Banda Aceh, Beritadua.com – Hukuman cambuk di muka umum kembali digelar di Provinsi Aceh. Kamis (2/7/2026), sejumlah wanita yang dinyatakan bersalah melang

Banda Aceh — Berciuman di TikTok, Wanita dan Pria Dicambuk di Depan Publik

Banda Aceh, Beritadua.com – Hukuman cambuk di muka umum kembali digelar di Provinsi Aceh. Kamis (2/7/2026), sejumlah wanita yang dinyatakan bersalah melanggar hukum Islam menjalani eksekusi di Taman Bustanussalatin, Banda Aceh. Salah satu terpidana yang menjadi sorotan adalah seorang wanita lajang yang terbukti berciuman dengan seorang pria saat melakukan siaran langsung di platform TikTok. Peristiwa itu terekam kamera dan viral di media sosial, memicu respons cepat aparat penegak syariat Islam setempat. Eksekusi cambuk di hadapan publik ini menegaskan kembali penerapan Qanun Jinayat di Aceh.

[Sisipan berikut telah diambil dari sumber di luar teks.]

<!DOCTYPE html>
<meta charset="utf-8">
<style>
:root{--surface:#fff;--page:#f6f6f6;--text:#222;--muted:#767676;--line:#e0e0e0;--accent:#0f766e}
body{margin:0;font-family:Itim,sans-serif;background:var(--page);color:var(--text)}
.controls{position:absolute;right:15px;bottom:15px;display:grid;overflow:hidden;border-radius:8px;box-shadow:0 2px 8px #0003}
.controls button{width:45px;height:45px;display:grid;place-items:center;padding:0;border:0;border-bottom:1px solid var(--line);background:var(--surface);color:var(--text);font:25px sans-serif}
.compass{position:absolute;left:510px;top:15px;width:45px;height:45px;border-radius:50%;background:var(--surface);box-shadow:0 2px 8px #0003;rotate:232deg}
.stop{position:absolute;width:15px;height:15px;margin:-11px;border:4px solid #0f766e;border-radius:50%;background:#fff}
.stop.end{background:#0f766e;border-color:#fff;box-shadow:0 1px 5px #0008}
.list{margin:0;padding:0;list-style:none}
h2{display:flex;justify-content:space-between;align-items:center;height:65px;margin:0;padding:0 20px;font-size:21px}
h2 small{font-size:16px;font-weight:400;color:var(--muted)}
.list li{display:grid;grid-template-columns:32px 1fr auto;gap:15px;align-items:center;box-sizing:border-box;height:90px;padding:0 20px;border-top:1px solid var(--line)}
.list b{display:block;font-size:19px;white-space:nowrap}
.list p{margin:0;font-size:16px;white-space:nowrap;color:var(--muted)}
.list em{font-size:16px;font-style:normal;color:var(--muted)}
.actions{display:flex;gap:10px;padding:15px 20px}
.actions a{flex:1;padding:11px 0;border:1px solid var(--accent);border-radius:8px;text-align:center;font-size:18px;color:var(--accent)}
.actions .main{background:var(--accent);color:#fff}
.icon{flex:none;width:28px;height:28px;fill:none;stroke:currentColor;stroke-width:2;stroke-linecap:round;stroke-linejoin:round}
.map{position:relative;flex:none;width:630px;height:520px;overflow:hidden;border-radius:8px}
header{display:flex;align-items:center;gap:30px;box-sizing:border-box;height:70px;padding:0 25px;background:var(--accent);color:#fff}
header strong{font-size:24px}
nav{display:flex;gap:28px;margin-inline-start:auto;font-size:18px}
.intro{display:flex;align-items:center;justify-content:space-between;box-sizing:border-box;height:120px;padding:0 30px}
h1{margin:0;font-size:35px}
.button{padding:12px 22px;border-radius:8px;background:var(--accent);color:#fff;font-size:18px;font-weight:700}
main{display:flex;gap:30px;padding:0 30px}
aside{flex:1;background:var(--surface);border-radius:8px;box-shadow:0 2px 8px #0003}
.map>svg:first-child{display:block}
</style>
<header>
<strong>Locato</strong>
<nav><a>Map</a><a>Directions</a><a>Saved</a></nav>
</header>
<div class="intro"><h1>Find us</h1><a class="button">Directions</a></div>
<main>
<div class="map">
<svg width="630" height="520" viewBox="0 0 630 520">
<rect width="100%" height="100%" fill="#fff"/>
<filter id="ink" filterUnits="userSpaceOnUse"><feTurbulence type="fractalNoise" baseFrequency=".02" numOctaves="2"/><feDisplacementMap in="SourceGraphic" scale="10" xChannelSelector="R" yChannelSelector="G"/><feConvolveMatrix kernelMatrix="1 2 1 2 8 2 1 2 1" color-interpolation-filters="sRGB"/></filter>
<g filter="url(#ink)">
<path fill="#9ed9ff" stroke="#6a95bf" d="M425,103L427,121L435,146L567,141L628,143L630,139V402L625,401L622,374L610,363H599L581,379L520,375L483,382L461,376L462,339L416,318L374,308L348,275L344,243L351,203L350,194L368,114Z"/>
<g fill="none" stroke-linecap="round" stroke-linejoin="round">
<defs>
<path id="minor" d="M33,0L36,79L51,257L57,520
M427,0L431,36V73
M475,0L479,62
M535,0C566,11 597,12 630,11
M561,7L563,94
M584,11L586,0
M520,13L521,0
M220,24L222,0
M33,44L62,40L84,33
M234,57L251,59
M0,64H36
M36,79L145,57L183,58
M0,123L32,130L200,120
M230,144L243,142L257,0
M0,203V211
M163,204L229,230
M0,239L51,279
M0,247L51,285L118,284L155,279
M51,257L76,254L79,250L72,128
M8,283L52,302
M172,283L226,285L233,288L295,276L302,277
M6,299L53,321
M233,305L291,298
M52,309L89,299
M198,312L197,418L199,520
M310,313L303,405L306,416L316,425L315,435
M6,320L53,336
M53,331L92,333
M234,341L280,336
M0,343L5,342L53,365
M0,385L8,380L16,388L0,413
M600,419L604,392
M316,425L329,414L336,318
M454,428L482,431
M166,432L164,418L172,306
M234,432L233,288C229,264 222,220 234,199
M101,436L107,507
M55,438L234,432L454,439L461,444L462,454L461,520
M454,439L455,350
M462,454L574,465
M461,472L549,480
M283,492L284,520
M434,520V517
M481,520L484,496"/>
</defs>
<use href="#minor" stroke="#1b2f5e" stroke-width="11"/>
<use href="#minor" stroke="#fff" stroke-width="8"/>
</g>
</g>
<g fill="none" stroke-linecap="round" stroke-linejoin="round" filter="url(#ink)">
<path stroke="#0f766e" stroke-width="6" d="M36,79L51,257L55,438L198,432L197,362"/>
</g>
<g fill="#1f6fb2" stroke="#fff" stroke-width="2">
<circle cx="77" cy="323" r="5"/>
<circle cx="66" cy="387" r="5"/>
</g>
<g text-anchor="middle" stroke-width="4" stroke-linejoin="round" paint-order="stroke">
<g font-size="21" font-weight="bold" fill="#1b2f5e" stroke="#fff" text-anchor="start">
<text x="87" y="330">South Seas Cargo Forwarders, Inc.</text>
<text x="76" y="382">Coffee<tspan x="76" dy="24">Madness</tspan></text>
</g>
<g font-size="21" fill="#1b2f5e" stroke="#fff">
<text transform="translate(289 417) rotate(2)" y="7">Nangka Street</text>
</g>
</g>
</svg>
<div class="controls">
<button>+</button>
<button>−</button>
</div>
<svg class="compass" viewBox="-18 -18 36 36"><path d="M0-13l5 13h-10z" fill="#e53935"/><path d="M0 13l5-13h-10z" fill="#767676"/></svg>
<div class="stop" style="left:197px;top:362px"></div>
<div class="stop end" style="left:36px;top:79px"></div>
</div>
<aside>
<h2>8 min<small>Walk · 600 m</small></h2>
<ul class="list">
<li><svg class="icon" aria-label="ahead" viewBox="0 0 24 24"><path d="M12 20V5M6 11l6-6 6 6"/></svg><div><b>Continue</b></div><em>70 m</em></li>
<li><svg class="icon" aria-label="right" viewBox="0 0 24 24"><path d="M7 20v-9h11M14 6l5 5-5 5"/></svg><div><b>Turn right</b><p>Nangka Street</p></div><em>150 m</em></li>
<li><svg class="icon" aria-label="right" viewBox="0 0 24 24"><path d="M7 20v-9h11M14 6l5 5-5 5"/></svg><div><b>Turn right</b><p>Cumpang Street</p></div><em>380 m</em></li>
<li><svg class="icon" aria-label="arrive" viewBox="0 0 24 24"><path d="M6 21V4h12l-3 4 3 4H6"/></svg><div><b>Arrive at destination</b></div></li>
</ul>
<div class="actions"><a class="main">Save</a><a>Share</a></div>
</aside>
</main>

Kronologi: Dari TikTok ke Tiang Cambuk

Siaran Langsung yang Mengundang Petaka

  1. Pada awal Juni 2026, seorang perempuan muda yang belum menikah melakukan siaran langsung di TikTok bersama seorang pria.
  2. Dalam tayangan tersebut, keduanya terekam jelas sedang berciuman—tindakan yang dalam hukum syariah Aceh tergolong khalwat/mesum.
  3. Video siaran langsung menyebar dengan cepat di platform digital, memantik kemarahan sebagian warga Aceh yang taat syariat.
  4. Tim Wilayatul Hisbah (WH) atau polisi syariah menerima laporan dan segera menyelidiki identitas pelaku.

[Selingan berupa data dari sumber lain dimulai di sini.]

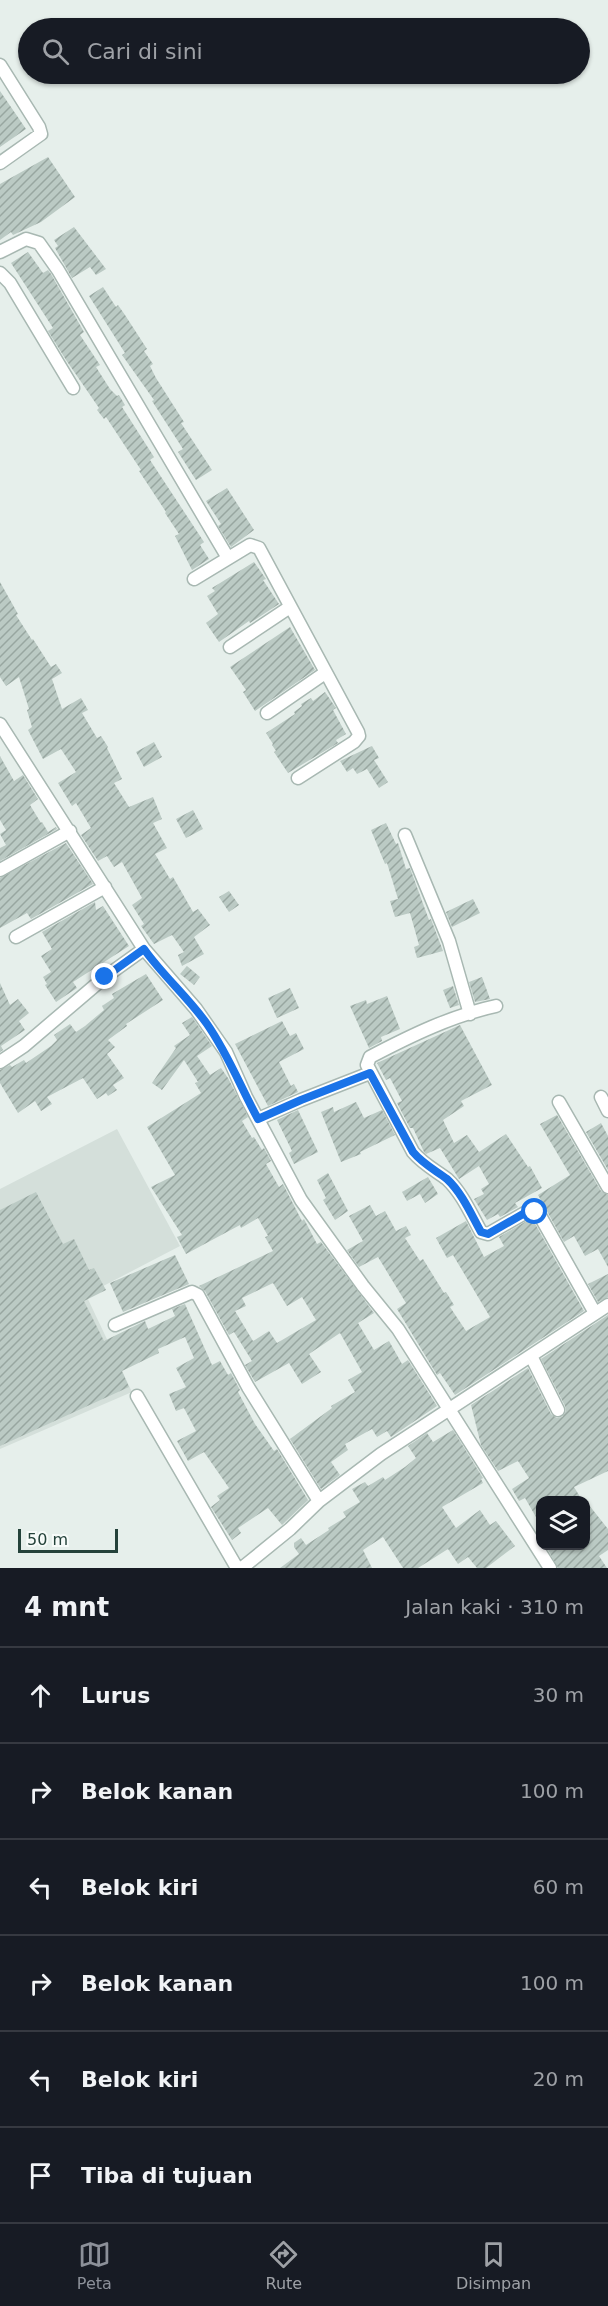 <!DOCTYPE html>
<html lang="id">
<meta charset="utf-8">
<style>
:root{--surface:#171b24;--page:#242831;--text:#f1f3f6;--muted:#9ea1a6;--line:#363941;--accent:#8c9099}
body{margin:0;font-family:"DejaVu Sans",sans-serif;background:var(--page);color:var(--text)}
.controls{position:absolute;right:18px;bottom:18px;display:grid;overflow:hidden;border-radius:12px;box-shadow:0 2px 4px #0004}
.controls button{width:54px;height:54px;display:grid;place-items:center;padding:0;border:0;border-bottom:2px solid var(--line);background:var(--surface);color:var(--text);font:30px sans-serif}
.scale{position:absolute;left:18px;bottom:15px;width:100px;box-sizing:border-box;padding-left:6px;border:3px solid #24423a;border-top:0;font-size:16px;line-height:21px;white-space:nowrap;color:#24423a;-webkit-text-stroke:4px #f7fbf9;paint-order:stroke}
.stop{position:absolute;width:18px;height:18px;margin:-14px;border:4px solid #1a73e8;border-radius:50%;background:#fff}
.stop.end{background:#1a73e8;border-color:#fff;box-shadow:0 2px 6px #0008}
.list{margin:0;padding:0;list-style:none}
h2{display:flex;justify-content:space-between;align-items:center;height:78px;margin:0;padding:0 24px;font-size:26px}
h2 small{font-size:20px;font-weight:400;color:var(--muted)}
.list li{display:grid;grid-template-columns:39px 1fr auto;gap:18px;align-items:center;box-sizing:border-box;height:96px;padding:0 24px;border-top:2px solid var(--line)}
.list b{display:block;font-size:22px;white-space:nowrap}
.list em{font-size:20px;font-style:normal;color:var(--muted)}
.icon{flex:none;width:33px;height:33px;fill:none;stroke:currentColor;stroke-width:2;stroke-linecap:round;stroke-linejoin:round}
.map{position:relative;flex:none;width:608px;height:1568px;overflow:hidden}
.search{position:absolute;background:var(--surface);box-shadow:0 2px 4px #0004;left:18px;right:18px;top:18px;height:66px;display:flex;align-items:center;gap:15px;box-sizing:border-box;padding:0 21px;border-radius:33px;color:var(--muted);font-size:22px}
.sheet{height:654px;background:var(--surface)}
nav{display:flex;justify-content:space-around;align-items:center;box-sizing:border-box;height:84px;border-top:2px solid var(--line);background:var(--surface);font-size:16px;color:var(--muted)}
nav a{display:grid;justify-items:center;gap:3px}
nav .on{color:var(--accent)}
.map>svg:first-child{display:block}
</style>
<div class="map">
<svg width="608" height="1568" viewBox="0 0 608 1568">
<defs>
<pattern id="building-hatch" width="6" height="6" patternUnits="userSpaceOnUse" patternTransform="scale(1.5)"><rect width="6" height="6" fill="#bbcac4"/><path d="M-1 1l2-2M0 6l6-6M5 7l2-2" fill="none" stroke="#98a6a0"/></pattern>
</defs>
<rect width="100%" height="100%" fill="#e6efeb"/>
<path fill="#d4dfda" d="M 117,1129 L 180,1246 L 86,1295 L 132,1392 L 0,1449 L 0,1189 Z"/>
<path fill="url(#building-hatch)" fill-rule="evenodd" d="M 0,91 L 26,129 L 0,147 Z
M 48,157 L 75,197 L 41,222 L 13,235 L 11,232 L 0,240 L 0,184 Z
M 74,227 L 106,269 L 96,275 L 90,267 L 72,278 L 55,248 L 58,246 L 54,240 Z
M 28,252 L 43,273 L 48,270 L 51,274 L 84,332 L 80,335 L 100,365 L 96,367 L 110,389 L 117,396 L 119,395 L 125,405 L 122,407 L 154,457 L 150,460 L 204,542 L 200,545 L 209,559 L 192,570 L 175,536 L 179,534 L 165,513 L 166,512 L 139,471 L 141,470 L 127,449 L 106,417 L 104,419 L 97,410 L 99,408 L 66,360 L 48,331 L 53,328 L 11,263 Z
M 103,287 L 116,307 L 118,305 L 125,315 L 147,349 L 144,351 L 153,364 L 150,366 L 156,378 L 184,422 L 181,423 L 212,470 L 196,480 L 178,452 L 183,449 L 152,401 L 154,400 L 122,355 L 125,353 L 89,296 Z
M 227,488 L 254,530 L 231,547 L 218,526 L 221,524 L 206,501 Z
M 254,562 L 266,579 L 263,580 L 279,604 L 250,623 L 249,621 L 219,642 L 206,623 L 218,614 L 207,596 L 215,591 L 212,588 Z
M 0,582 L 18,614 L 16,615 L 32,640 L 33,639 L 51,667 L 56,664 L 62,673 L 52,679 L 62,709 L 81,698 L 88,710 L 82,713 L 97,738 L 101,736 L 108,747 L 107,748 L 122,779 L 114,783 L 129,807 L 153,797 L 162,819 L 153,823 L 167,848 L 155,854 L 170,879 L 173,877 L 193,912 L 198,909 L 210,925 L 194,937 L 204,954 L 182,966 L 178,955 L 184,952 L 172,935 L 154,944 L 141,926 L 144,924 L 132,905 L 142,898 L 122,862 L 114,867 L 107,856 L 98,861 L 81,835 L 91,828 L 76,803 L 72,806 L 58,783 L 76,772 L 61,749 L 43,759 L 28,730 L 32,727 L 27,710 L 29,709 L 19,677 L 6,686 L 0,677 Z
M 290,627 L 315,670 L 255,711 L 243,692 L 246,690 L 230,667 Z
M 325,692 L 336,708 L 333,710 L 346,734 L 336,740 L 338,743 L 288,773 L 274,752 L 276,751 L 272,745 L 273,744 L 266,733 L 295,714 L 294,712 L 302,706 L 301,704 L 311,698 L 313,701 Z
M 154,742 L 162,757 L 144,767 L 136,752 Z
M 372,746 L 379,758 L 374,760 L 388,782 L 379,788 L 367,769 L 357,774 L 353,768 L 347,772 L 340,761 Z
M 0,756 L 14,781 L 23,775 L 38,799 L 30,805 L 41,823 L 42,822 L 48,832 L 56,827 L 57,829 L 0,861 L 0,848 L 6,845 L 0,834 L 6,830 L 0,820 Z
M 193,810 L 203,829 L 186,838 L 176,819 Z
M 386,823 L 396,844 L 398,843 L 406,869 L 410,868 L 429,920 L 431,919 L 443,951 L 417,958 L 414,947 L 419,945 L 410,913 L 395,917 L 390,901 L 398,899 L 387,863 L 385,864 L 371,830 Z
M 66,843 L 93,884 L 31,919 L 27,913 L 0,928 L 0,878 Z
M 229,891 L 239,905 L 229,912 L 219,897 Z
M 473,899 L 480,913 L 452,927 L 446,912 Z
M 95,902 L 96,910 L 103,906 L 129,946 L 73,982 L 77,988 L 56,1002 L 45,985 L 47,984 L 43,977 L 51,972 L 41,956 L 52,949 L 42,932 Z
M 187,966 L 200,977 L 194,985 L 180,974 Z
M 146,974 L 163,1000 L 126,1024 L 127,1026 L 108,1040 L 115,1047 L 107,1054 L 124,1078 L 113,1085 L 117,1090 L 108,1096 L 106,1093 L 97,1099 L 83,1078 L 47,1097 L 52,1104 L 41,1111 L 35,1101 L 18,1113 L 0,1083 L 0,1070 L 10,1065 L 12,1067 L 24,1060 L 26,1063 L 51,1046 L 57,1040 L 54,1035 L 70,1024 L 76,1032 L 85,1026 L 104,1010 L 102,1006 L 114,998 L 112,994 Z
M 482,977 L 490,999 L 475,1002 L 469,982 Z
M 0,983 L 10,1005 L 18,999 L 29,1013 L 19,1021 L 25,1030 L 1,1046 L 3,1050 L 0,1052 Z
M 453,986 L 459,1005 L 450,1008 L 443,990 Z
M 290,988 L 299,1008 L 277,1018 L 268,998 Z
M 387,996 L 400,1029 L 381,1037 L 382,1041 L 369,1048 L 350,1006 L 366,1000 L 367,1004 Z
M 192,1017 L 212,1046 L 197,1056 L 210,1075 L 221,1068 L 228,1078 L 248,1117 L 242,1121 L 252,1138 L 254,1137 L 262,1150 L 264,1148 L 271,1161 L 266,1164 L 279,1187 L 283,1184 L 302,1221 L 304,1219 L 317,1244 L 321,1242 L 374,1313 L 358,1323 L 374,1350 L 389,1341 L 402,1364 L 408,1360 L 437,1406 L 391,1437 L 387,1431 L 377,1437 L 372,1429 L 345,1444 L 348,1450 L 331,1462 L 340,1475 L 321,1489 L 290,1439 L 332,1408 L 331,1406 L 355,1392 L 348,1380 L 362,1372 L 340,1333 L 309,1354 L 321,1372 L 302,1384 L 289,1363 L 255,1382 L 245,1365 L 252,1361 L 234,1332 L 229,1335 L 205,1291 L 199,1286 L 273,1251 L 265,1237 L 268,1236 L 258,1218 L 241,1228 L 240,1225 L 186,1254 L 177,1237 L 182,1235 L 151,1187 L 175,1175 L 147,1127 L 201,1093 L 195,1083 L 198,1082 L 184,1060 L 162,1090 L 152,1083 L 176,1048 L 174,1046 L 190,1035 L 182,1023 ZM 273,1283 L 287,1306 L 302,1297 L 316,1320 L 277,1343 L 269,1331 L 253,1341 L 235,1311 L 246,1306 L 242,1298 Z
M 282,1021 L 290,1036 L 296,1033 L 304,1049 L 279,1062 L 291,1086 L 294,1084 L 298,1092 L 268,1106 L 235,1044 Z
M 460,1025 L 492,1085 L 461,1101 L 464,1106 L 443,1120 L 454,1143 L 467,1135 L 479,1152 L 506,1134 L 528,1167 L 530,1166 L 542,1188 L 515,1203 L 518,1207 L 500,1217 L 498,1214 L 487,1220 L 474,1199 L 484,1194 L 481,1189 L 489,1184 L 479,1166 L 459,1179 L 440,1148 L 426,1154 L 424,1152 L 413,1128 L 410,1128 L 397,1103 L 402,1101 L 390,1078 L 386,1080 L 377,1063 Z
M 356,1102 L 364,1118 L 382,1110 L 395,1135 L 360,1152 L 361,1154 L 341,1162 L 321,1112 L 333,1107 L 334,1112 Z
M 298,1110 L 318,1152 L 294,1164 L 289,1153 L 292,1151 L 277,1120 Z
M 557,1115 L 601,1191 L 608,1195 L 608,1267 L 598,1249 L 585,1256 L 574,1236 L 564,1242 L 538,1195 L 570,1175 L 540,1124 Z
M 601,1123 L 608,1136 L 608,1170 L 586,1132 Z
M 328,1173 L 348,1211 L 335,1220 L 323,1200 L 326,1198 L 317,1180 Z
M 428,1177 L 438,1194 L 425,1203 L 420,1194 L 407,1201 L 402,1192 Z
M 36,1192 L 63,1244 L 74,1239 L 89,1270 L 94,1268 L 106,1290 L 84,1301 L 104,1341 L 145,1321 L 148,1329 L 175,1316 L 172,1309 L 185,1304 L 212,1365 L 220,1361 L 228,1375 L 231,1373 L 240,1390 L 238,1392 L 255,1424 L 274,1451 L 277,1449 L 308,1500 L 282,1525 L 268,1508 L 238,1528 L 241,1533 L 232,1540 L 211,1507 L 220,1500 L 217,1496 L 229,1488 L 204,1452 L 188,1461 L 177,1441 L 196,1431 L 184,1408 L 176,1411 L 169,1394 L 186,1387 L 176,1368 L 194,1358 L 185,1337 L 158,1349 L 159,1353 L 122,1371 L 129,1387 L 0,1446 L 0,1210 Z
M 370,1205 L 376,1216 L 385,1211 L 396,1231 L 406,1226 L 411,1235 L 405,1238 L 420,1261 L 423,1259 L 444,1293 L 446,1292 L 454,1305 L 450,1307 L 466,1331 L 490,1317 L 453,1255 L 447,1258 L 436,1238 L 466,1221 L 484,1257 L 504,1246 L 499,1237 L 530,1219 L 533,1220 L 584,1311 L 455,1395 L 440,1373 L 437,1375 L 397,1309 L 406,1303 L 378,1257 L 359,1267 L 347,1250 L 363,1241 L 349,1216 Z
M 175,1255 L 189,1284 L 123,1312 L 110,1283 Z
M 608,1274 L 608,1297 L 598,1302 L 588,1284 Z
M 608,1315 L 608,1471 L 574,1487 L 582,1500 L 540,1500 L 540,1524 L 525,1498 L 519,1501 L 512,1489 L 529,1478 L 518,1461 L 498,1471 L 481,1445 L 471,1405 L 528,1368 L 551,1414 L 557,1418 L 562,1417 L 566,1411 L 565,1406 L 541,1359 Z
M 453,1430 L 483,1478 L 481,1479 L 483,1483 L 442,1507 L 456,1528 L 480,1510 L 490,1525 L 496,1521 L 515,1546 L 486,1568 L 477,1568 L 468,1557 L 458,1564 L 448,1549 L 418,1568 L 403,1568 L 383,1537 L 363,1550 L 372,1568 L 280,1568 L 299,1554 L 294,1547 L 294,1543 L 301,1538 L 306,1545 L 329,1530 L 328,1528 L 346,1517 L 343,1512 L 360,1502 L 352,1489 L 365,1482 L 368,1486 L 383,1477 L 385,1480 L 405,1467 L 416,1458 L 408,1446 L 427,1433 L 433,1442 Z
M 585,1500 L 608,1529 L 608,1550 L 599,1556 L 607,1568 L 558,1568 L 547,1548 L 549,1545 L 585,1545 Z"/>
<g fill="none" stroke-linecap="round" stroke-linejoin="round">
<defs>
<path id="minor" d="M 0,65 L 39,127 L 41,134 L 0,163
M 0,252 L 26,239 L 39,243 L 58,270 L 228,558
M 0,273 L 10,283 L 73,388
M 194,579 L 250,545 L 259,548 L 358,732 L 359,736 L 354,742 L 298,778
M 230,647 L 290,607
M 267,713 L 325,673
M 0,724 L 144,949 L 196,1009 L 226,1052 L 246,1097 L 301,1200 L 363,1286 L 398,1329 L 550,1568
M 405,835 L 449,941 L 470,1014
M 0,870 L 70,831
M 16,937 L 105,887
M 496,1006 C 453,1015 410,1036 370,1057 L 367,1065 L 413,1152 C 423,1164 435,1170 447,1179 C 462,1193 471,1214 481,1232 L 488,1234 L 530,1210 L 539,1214 L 595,1313
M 0,1062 L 24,1046 L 105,977 L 144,949
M 601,1097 L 608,1111
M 559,1102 L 608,1187
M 258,1119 L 301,1100 L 370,1073
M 115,1325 L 192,1292 L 198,1295 L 248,1387 L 319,1501
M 531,1356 L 558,1410
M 137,1396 L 237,1568
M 242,1568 L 290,1529 L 319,1501 L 381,1454 L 608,1305"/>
</defs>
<use href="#minor" stroke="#a8b8b2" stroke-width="15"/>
<use href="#minor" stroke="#fff" stroke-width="12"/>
</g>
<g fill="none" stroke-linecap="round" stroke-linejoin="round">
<path stroke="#1a73e8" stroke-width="8" d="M 105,977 L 144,949 C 163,976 188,997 207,1024 C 228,1054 241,1088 258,1119 L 301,1100 L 370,1073 L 413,1152 C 423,1164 435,1170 447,1179 C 462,1193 471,1214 481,1232 L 488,1234 L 530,1210 L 535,1212"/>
</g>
</svg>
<div class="controls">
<button><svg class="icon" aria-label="layers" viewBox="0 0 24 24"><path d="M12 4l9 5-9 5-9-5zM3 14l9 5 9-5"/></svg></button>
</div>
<div class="scale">50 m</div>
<div class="stop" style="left:535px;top:1212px"></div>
<div class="stop end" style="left:105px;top:977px"></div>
<div class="search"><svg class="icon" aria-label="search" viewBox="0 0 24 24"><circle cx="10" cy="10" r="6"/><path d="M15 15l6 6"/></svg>Cari di sini</div>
</div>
<section class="sheet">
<h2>4 mnt<small>Jalan kaki · 310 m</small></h2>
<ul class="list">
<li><svg class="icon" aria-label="ahead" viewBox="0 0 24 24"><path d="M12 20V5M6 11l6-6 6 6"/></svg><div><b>Lurus</b></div><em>30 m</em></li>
<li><svg class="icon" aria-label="right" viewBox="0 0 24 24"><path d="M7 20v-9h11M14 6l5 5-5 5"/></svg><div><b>Belok kanan</b></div><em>100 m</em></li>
<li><svg class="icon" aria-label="left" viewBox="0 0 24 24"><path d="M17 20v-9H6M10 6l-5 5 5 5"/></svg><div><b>Belok kiri</b></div><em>60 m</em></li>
<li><svg class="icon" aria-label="right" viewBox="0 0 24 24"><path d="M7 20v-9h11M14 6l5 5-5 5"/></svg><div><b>Belok kanan</b></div><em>100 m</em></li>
<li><svg class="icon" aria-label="left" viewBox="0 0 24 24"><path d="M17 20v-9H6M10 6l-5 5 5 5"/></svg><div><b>Belok kiri</b></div><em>20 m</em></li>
<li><svg class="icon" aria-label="arrive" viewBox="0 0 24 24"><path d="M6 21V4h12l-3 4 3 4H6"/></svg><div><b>Tiba di tujuan</b></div></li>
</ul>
</section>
<nav>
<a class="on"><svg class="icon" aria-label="map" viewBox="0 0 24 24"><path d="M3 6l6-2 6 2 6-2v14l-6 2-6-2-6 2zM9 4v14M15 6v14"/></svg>Peta</a>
<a><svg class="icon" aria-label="directions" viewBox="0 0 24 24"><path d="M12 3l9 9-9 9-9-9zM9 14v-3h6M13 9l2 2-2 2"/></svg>Rute</a>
<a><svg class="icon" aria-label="saved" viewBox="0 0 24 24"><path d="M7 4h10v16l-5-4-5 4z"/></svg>Disimpan</a>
</nav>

Penangkapan dan Pemeriksaan

  1. Pria dan wanita tersebut ditangkap oleh petugas WH di kediaman masing-masing di wilayah Banda Aceh pada pertengahan Juni 2026.
  2. Keduanya dibawa ke kantor WH untuk diperiksa berdasarkan Qanun Aceh Nomor 6 Tahun 2014 tentang Hukum Jinayat.
  3. Pasal yang disangkakan adalah Pasal 23 tentang Khalwat (berduaan dengan yang bukan mahram) dan Pasal 25 tentang Ikhtilath (bermesraan di luar nikah).
  4. Barang bukti berupa rekaman video, ponsel, dan keterangan saksi memperkuat dakwaan.
  5. Setelah pemeriksaan, berkas dilimpahkan ke Pengadilan Syariah Banda Aceh untuk disidangkan.

Proses Persidangan

  1. Sidang digelar secara tertutup pada pekan keempat Juni 2026.
  2. Majelis hakim mendengarkan keterangan terdakwa, saksi, dan tuntutan Jaksa Penuntut Umum.
  3. Wanita itu mengakui perbuatannya, menyatakan penyesalan, dan meminta keringanan hukuman.
  4. Pada putusan, majelis hakim menyatakan terdakwa terbukti secara sah dan meyakinkan melanggar Pasal 25 Qanun Jinayat, dengan mempertimbangkan status lajang dan dampak sosial yang ditimbulkan akibat siaran langsung yang ditonton publik luas.
  5. Vonis dijatuhkan: hukuman cambuk di depan umum. Putusan tersebut langsung berkekuatan hukum tetap setelah para terpidana menerima.

Eksekusi di Taman Bustanussalatin

  1. Eksekusi dilaksanakan pada Kamis, 2 Juli 2026, pukul 08.30 WIB di Taman Bustanussalatin, kompleks Mesjid Raya Baiturrahman, Banda Aceh.
  2. Para terpidana, termasuk wanita pelaku mesum TikTok, tiba dengan pengawalan ketat petugas.
  3. Mereka mengenakan pakaian putih dan kerudung, mata tertunduk saat digiring ke panggung eksekusi.
  4. Ratusan warga memadati taman, termasuk wisatawan dan jurnalis asing dari kantor berita Associated Press (AP) yang mengabadikan momen tersebut.
  5. Algojo dari WH yang terlatih melaksanakan hukuman menggunakan rotan berdiameter 0,5 cm, sesuai prosedur.
  6. Proses cambuk berlangsung singkat, dengan terpidana menerima cambukan di punggung tanpa menimbulkan luka serius sebagaimana ketentuan.
  7. Usai eksekusi, para terpidana langsung diperbolehkan kembali ke keluarga, di bawah pengawasan petugas pemasyarakatan.
  8. Kepala Dinas Syariat Islam Aceh menyatakan eksekusi ini sebagai efek jera dan pelajaran bagi masyarakat agar tidak mengulangi perbuatan melanggar syariat, terutama di era digital.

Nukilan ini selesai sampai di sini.